• Science Fiction, Glossy Reality

    28 February 2019

      

    A themed cinema space takes patrons on interstellar journey of light and sound that far exceeds the price of admission.

    At the time of its release in 2014, the Empire magazine review of Interstellar, starring spaceman Matthew McConaughey, called the feature film “brave, barmy and beautiful to behold”. No surprises that the future-focused, uber-creative Alexander Wong Architects should mimic that movie’s wormhole motif in a restroom in a Xinjiang cinema complex.

    In a sequel to their 2014 work at Urumqi, northwestern China, for Sunway Movie Park, Alexander Wong recently launched STAR X. This futuristic-looking concept takes imagery from science-fiction movies and creates an extreme experience for movie-goers based around the theme Landing on Mars.

    Star Struck

    Woven into the interior design are ideas and imagery from some of the great science-fiction films. Beginning with Interstellar, there’s a striking neon blue portal at the entrance of the cosmic restrooms in LED lighting.

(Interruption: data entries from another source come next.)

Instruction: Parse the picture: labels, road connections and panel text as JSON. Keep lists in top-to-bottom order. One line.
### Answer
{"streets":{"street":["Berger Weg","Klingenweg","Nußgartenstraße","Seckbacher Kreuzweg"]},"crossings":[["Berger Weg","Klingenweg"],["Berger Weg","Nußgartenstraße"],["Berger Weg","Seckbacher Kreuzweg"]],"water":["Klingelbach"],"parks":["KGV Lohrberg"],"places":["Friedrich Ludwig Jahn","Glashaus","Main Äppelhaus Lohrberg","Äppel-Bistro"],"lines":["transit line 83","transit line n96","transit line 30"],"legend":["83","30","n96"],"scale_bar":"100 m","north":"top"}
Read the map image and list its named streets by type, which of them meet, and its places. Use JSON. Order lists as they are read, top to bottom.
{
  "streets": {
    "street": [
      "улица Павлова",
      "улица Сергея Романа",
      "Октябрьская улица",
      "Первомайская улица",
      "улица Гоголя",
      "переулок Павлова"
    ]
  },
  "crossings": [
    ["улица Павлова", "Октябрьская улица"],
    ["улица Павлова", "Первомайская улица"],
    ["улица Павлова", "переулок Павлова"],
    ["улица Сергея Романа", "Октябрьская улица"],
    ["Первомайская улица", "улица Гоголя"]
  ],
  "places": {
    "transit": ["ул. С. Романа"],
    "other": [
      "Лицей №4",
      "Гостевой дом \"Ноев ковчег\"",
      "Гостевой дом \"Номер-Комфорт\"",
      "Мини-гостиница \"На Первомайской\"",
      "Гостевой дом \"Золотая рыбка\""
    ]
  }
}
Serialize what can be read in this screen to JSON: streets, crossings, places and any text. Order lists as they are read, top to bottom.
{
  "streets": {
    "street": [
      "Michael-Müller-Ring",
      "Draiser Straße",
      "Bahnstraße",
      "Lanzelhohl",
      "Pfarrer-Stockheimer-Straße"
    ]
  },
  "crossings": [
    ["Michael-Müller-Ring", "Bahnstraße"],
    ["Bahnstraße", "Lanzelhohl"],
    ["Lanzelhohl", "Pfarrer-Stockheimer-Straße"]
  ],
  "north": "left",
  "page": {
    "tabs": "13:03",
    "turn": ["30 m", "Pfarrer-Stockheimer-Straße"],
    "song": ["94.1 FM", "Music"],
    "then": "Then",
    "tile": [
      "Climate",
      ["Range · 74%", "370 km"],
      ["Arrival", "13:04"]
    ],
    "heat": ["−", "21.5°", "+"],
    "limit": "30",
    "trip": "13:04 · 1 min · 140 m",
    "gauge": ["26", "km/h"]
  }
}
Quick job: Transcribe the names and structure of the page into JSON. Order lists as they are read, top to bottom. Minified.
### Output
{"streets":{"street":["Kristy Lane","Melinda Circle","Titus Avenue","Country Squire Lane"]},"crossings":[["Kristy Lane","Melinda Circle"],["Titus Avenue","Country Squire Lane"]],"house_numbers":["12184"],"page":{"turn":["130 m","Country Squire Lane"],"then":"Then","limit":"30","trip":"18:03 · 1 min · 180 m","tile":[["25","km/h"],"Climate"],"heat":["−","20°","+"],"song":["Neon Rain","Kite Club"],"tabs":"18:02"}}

    STAR X has liberal splashes of Star Wars storylines, with the Neon Sabre Ceiling and Sky-Walk Gallery central to the design. We’re told too, there are ideas inspired by 2001: A Space Odyssey, odes to String Theory constructed in Corian, the “Enterprise” cinema house pattern from the Star Trek series, and wayfinding details from the Alien film franchise.

    Space, Time, Fabric

    Completed just this year, STAR X cost US$2 million to build. There are eight cinemas in the complex that spans a little more than 3,200 square meters. Alexander Wong tells PRC Magazine the floor plan was divided into narrow spaces, crimping the planning for grand lobbies and smooth circulation. Columns were “made to disappear” or integrated into the design.

    The studio has integrated a set of luxury touches with otherwise far more mundane materials to create this otherworldly setting.

    Lights and action

    There are liberal amounts of LED lighting, moulded fibreglass, blackened glass, acrylic and acoustic panels. These near ubiquitous materials are interspersed with black marble, rose gold wire, stainless steel and reconstituted stone in turquoise blue.

    “We have phenomenal lighting on this project,” says Wong. “It harks back to the obsession for neon lighting in the Hollywood films of the 1970s and 1980s, when a lot of the classic science-fiction movies were created. Neon is dated as a technology and we replaced it with LED lighting.” The result is an expression of what Wong calls “Future-Retro”.

    “With what’s happening in America, I think the 1980s are very much back in style but this time with a new twist,” he says. “It the same too in today’s pop culture and fashion. The neon lighting, garish colours, bold shapes and clashing styles all come to mind.”